Teams with more than 7M in capspace that could theoretically offersheet Nylander:
- Carolina
- New Jersey
- Colorado
- NYI
- Vancouver
- Anaheim
- Philly
- Nashville
- Arizona
- Ottawa
The four bolded teams are the only ones whose 1st/2nd/3rd round picks for 2019 aren't part of any transactions (or conditional parts to a transaction), so are the only ones that actually could offersheet him. 3/4 have missed the playoffs for at least the last three seasons, and the one team that made the playoffs last season (Colorado) is considered a bubble team that missed the previous three seasons. All of them would be at significant risk of giving up a lottery pick in an offersheet for Nylander.
On top of that, if you offersheet Nylander, you have to by definition overpay to acquire the player.
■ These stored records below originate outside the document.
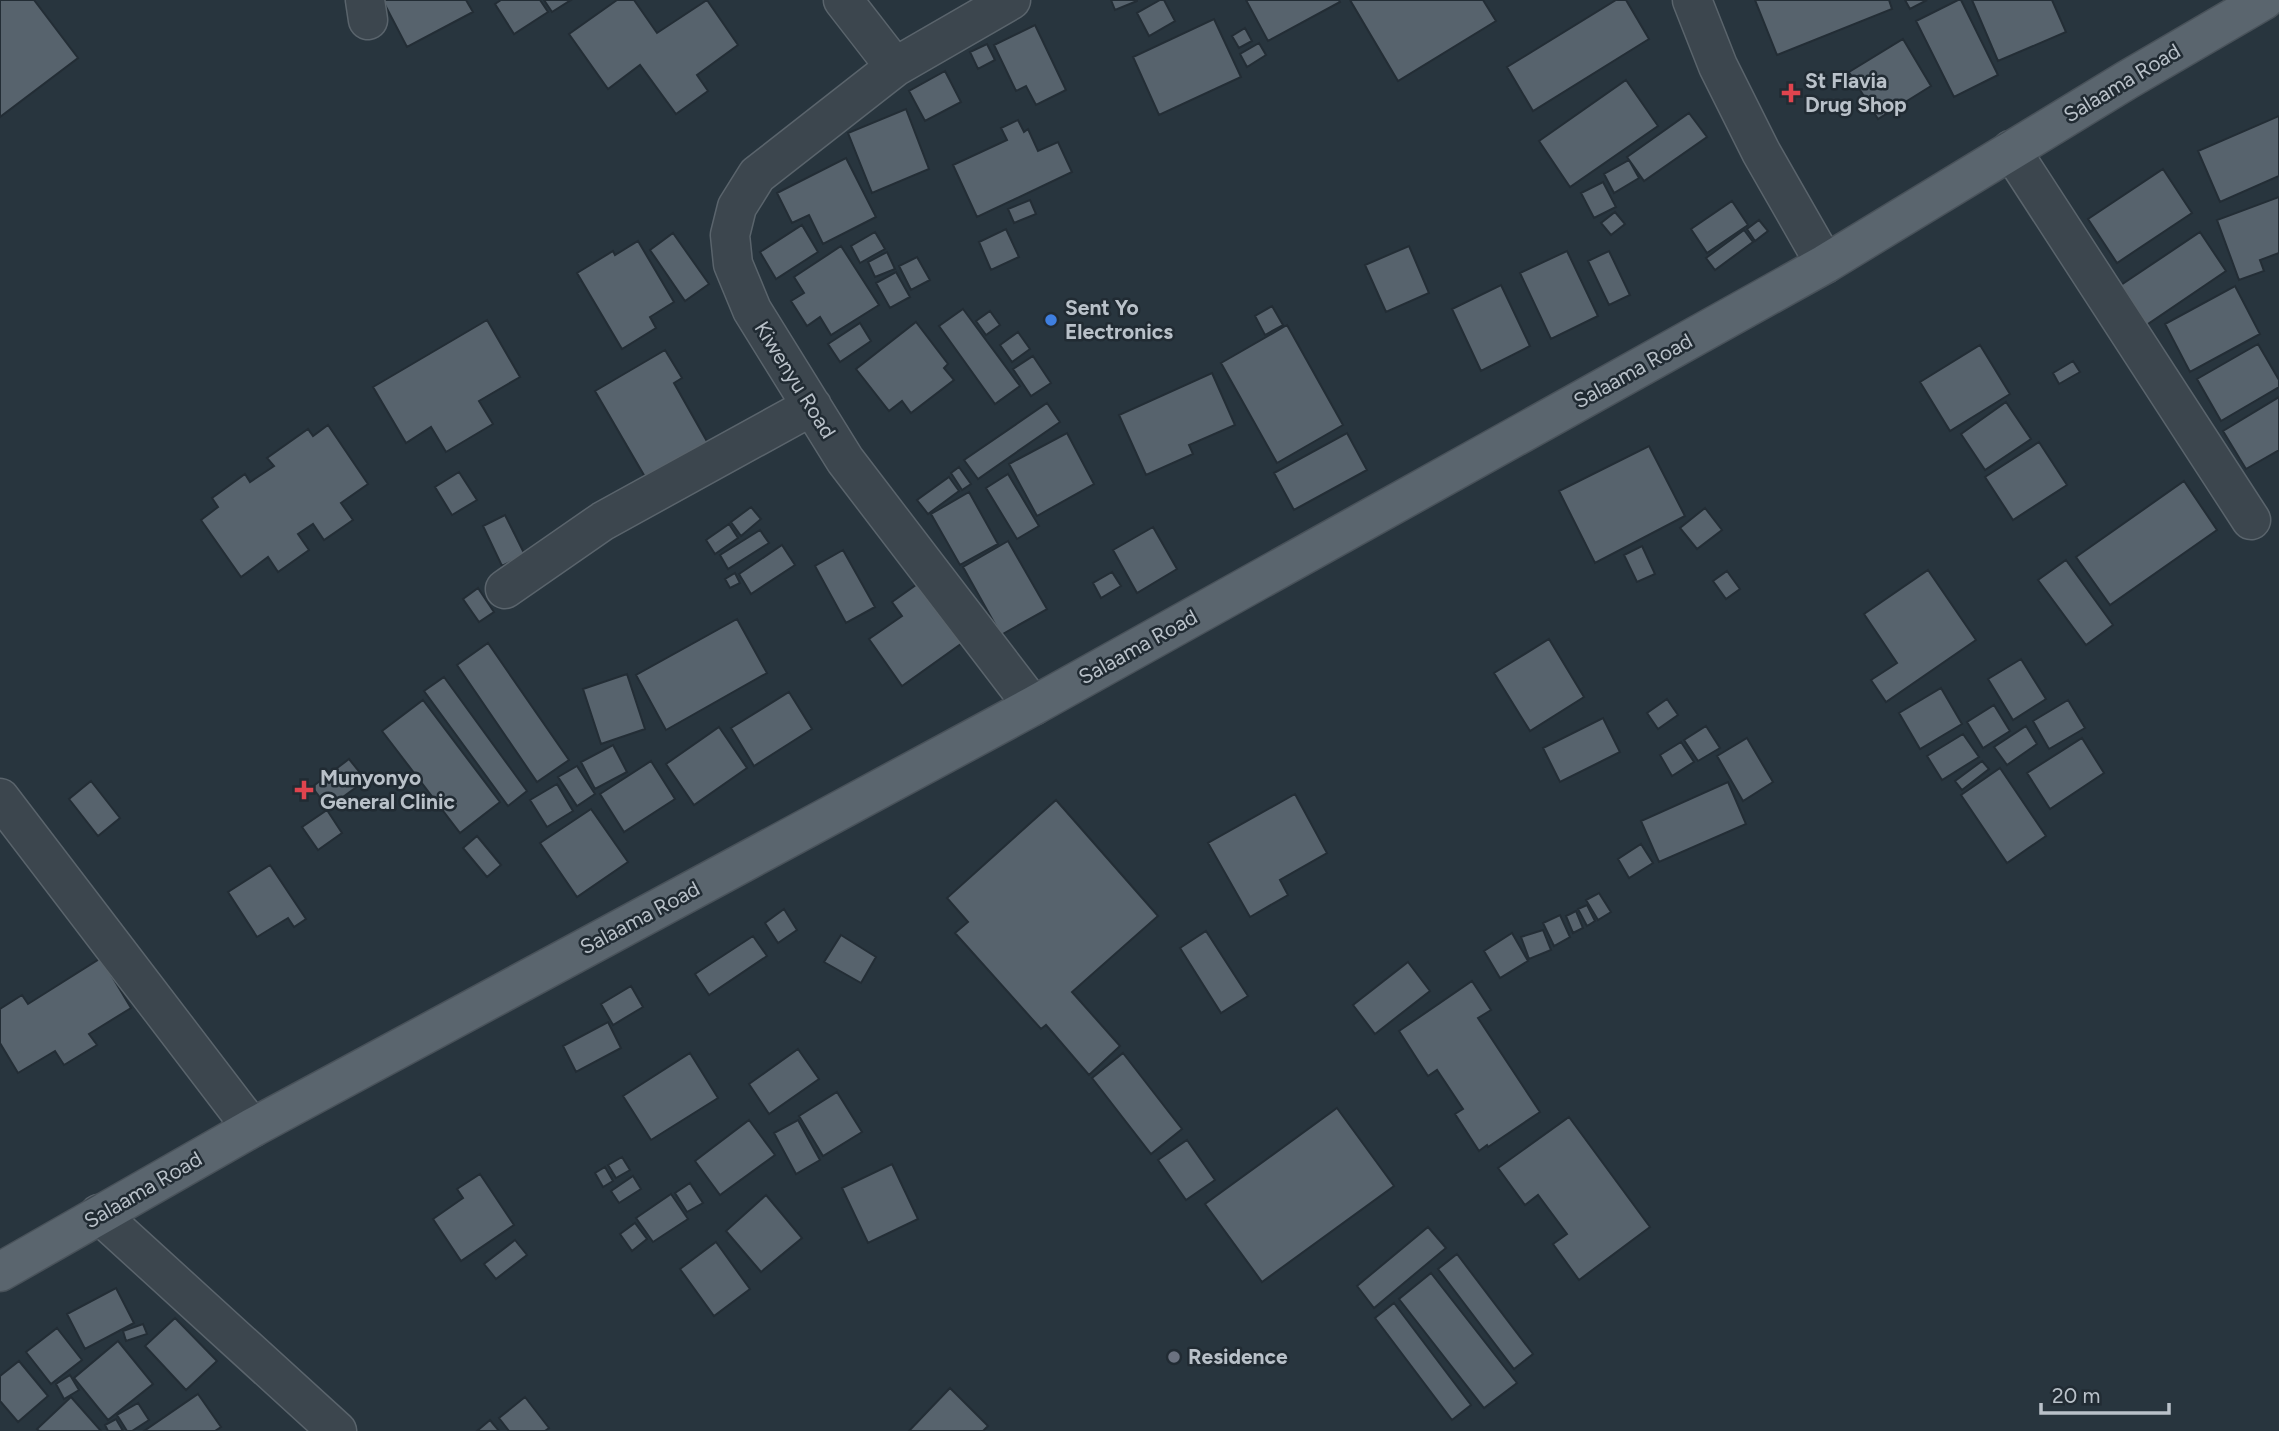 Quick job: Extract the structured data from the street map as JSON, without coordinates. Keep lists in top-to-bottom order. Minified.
{"streets":{"main road":["Salaama Road"],"street":["Kiwenyu Road"]},"crossings":[["Salaama Road","Kiwenyu Road"]],"places":{"health":["St Flavia Drug Shop","Munyonyo General Clinic"],"other":["Sent Yo Electronics","Residence"]},"scale_bar":"20 m"} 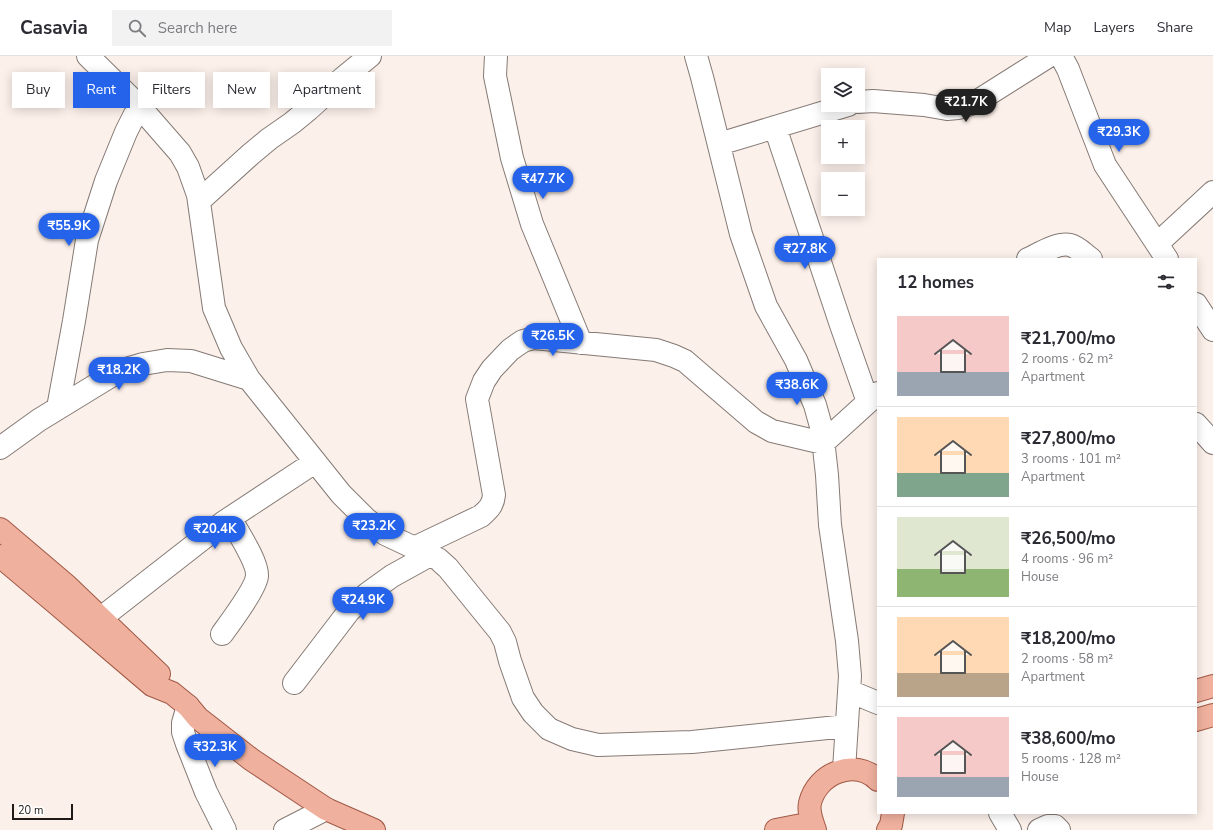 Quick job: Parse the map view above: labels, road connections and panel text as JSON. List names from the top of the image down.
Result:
{
  "scale_bar": "20 m",
  "page": {
    "header": "Casavia",
    "search": "Search here",
    "nav": ["Map", "Layers", "Share"],
    "map_buttons": ["+", "−"],
    "chip": [
      "Buy",
      "Rent",
      "Filters",
      "New",
      "Apartment"
    ],
    "price": [
      "₹21.7K",
      "₹29.3K",
      "₹47.7K",
      "₹55.9K",
      "₹27.8K",
      "₹26.5K",
      "₹18.2K",
      "₹38.6K",
      "₹23.2K",
      "₹20.4K",
      "₹24.9K",
      "₹32.3K"
    ],
    "heading": "12 homes",
    "list": [
      {
        "name": "₹21,700/mo",
        "note": "2 rooms · 62 m² · Apartment"
      },
      {
        "name": "₹27,800/mo",
        "note": "3 rooms · 101 m² · Apartment"
      },
      {
        "name": "₹26,500/mo",
        "note": "4 rooms · 96 m² · House"
      },
      {
        "name": "₹18,200/mo",
        "note": "2 rooms · 58 m² · Apartment"
      },
      {
        "name": "₹38,600/mo",
        "note": "5 rooms · 128 m² · House"
      }
    ],
    "scale": "20 m"
  }
} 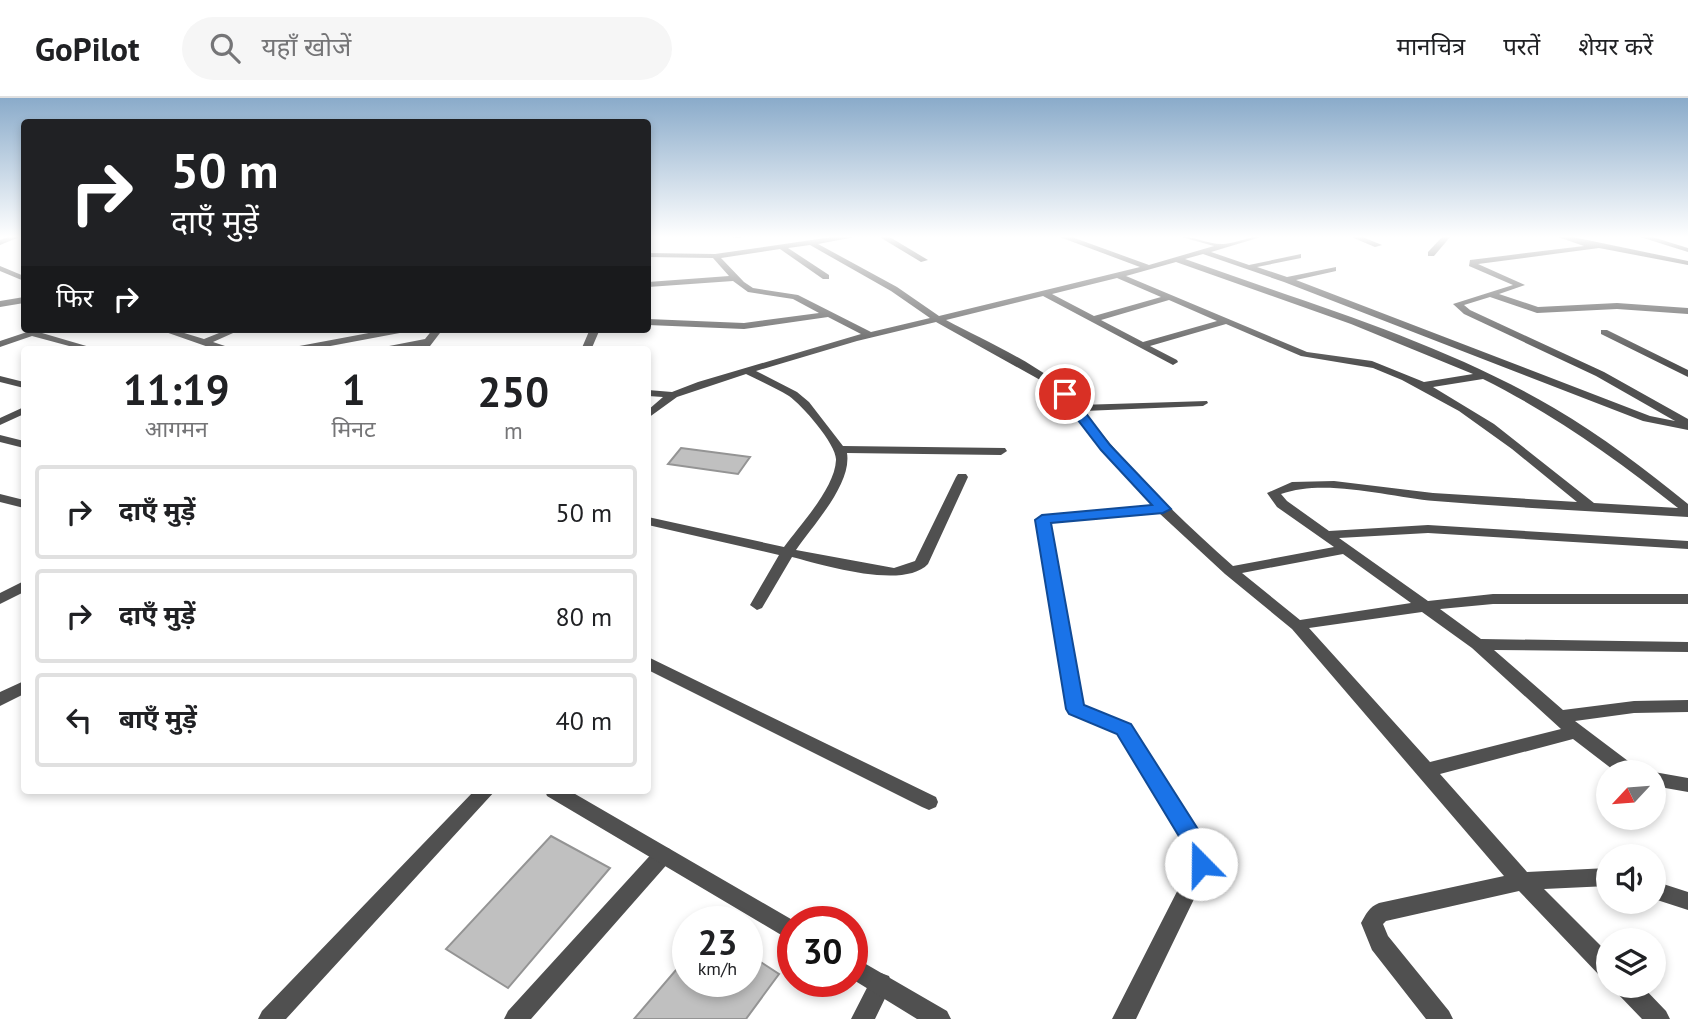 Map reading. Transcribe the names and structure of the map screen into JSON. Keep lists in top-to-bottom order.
{
  "north": "bottom left",
  "page": {
    "header": "GoPilot",
    "search": "यहाँ खोजें",
    "nav": ["मानचित्र", "परतें", "शेयर करें"],
    "turn": ["50 m", "दाएँ मुड़ें"],
    "then": "फिर",
    "eta": [
      "11:19",
      "आगमन",
      "1",
      "मिनट",
      "250",
      "m"
    ],
    "list": [
      {
        "name": "दाएँ मुड़ें",
        "value": "50 m"
      },
      {
        "name": "दाएँ मुड़ें",
        "value": "80 m"
      },
      {
        "name": "बाएँ मुड़ें",
        "value": "40 m"
      }
    ],
    "speed": "23 km/h",
    "limit": "30"
  }
} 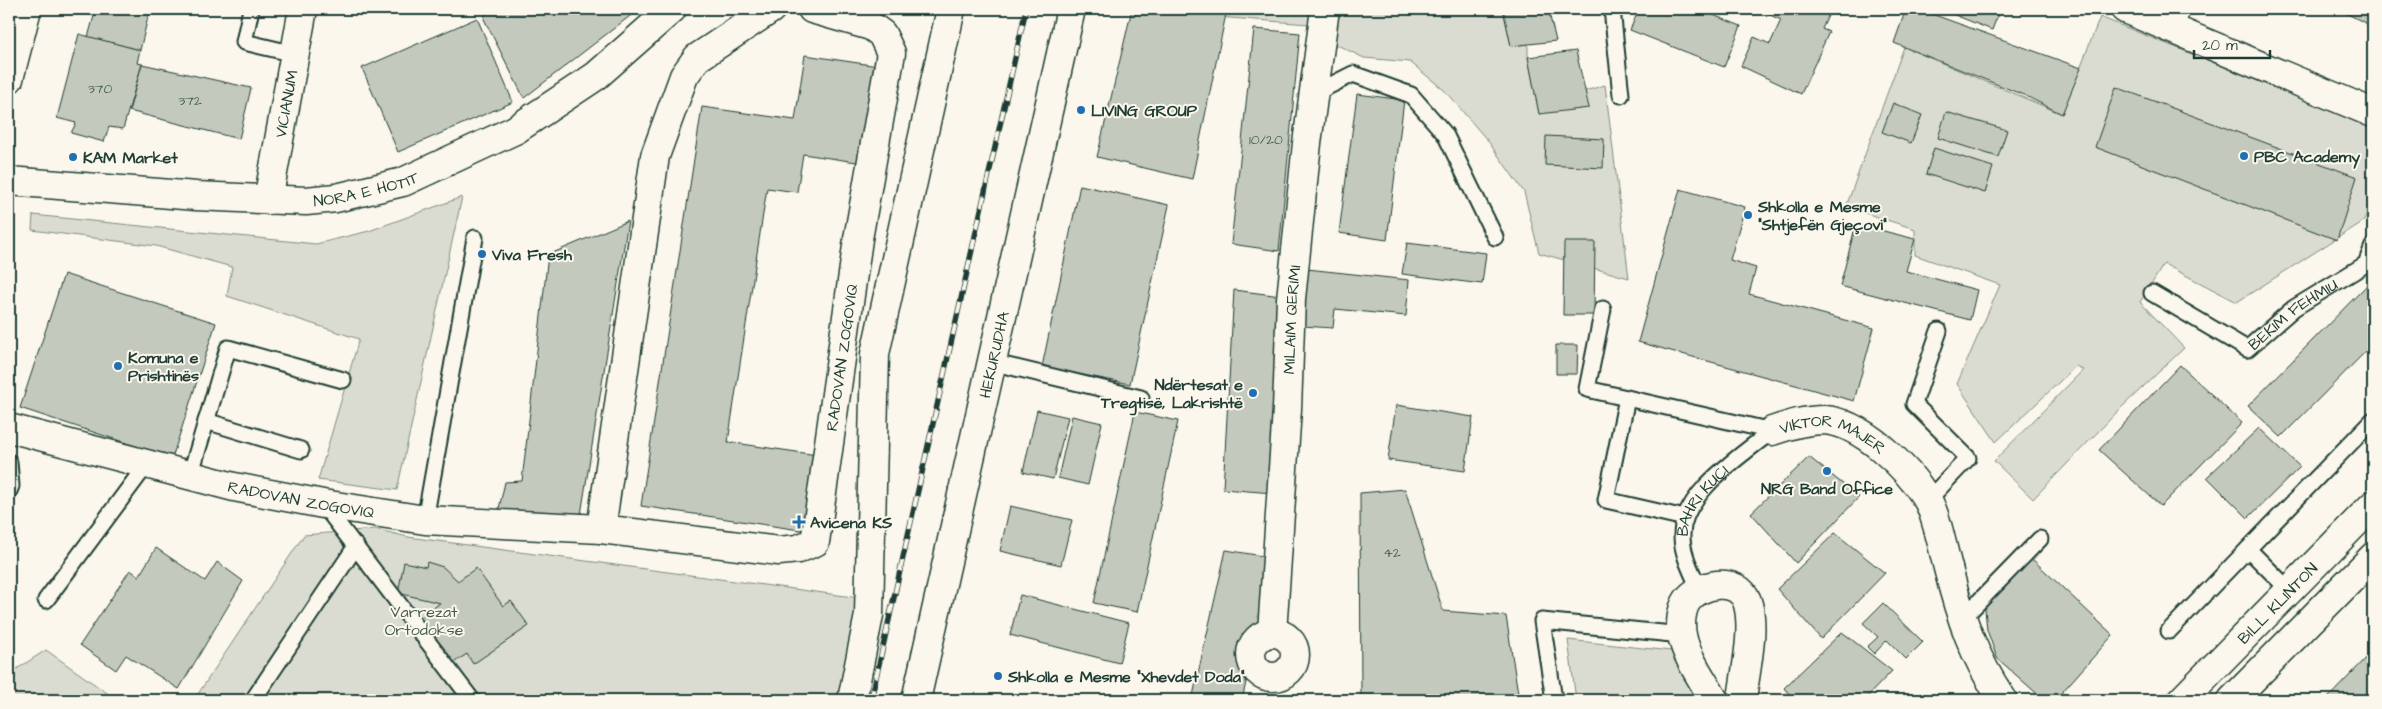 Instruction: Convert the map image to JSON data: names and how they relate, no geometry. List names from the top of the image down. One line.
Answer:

Nylander's not going to sign an offersheet for 6.5M, because he can already get that from the Leafs by the sounds of it. It would probably take at minimum 7.25M (pure speculation on my part), but regardless it would have to be decently above what the Leafs are offering and what they're willing to match.
If you overpay Nylander on an offersheet, how does that affect upcoming negotiations for these teams own RFAs? What do Aho, Teravainen, Boeser, Rantanen, etc get on longterm contracts if you pay Nylander ~7.25M+?
Then on top of that, any contracts over 5 years in length have the total dollar amount divided by 5 years to determine the offersheet compensation, not by the actual years of the contract. So a 7.5M average salary X 6 year contract for example is actually treated as a 9M caphit for offersheet compensation purposes, and would thus require giving up TWO 1sts + 2nd + 3rd. So really, any team offersheeting him would only be willing to do it on a 5 year contract, which reduces the value of Nylander to that team.
I don't think an offersheet is that big of a risk at the moment. There's a reason none have been signed since 2013, and only one has been successfully used to acquire a player in the last 20 years.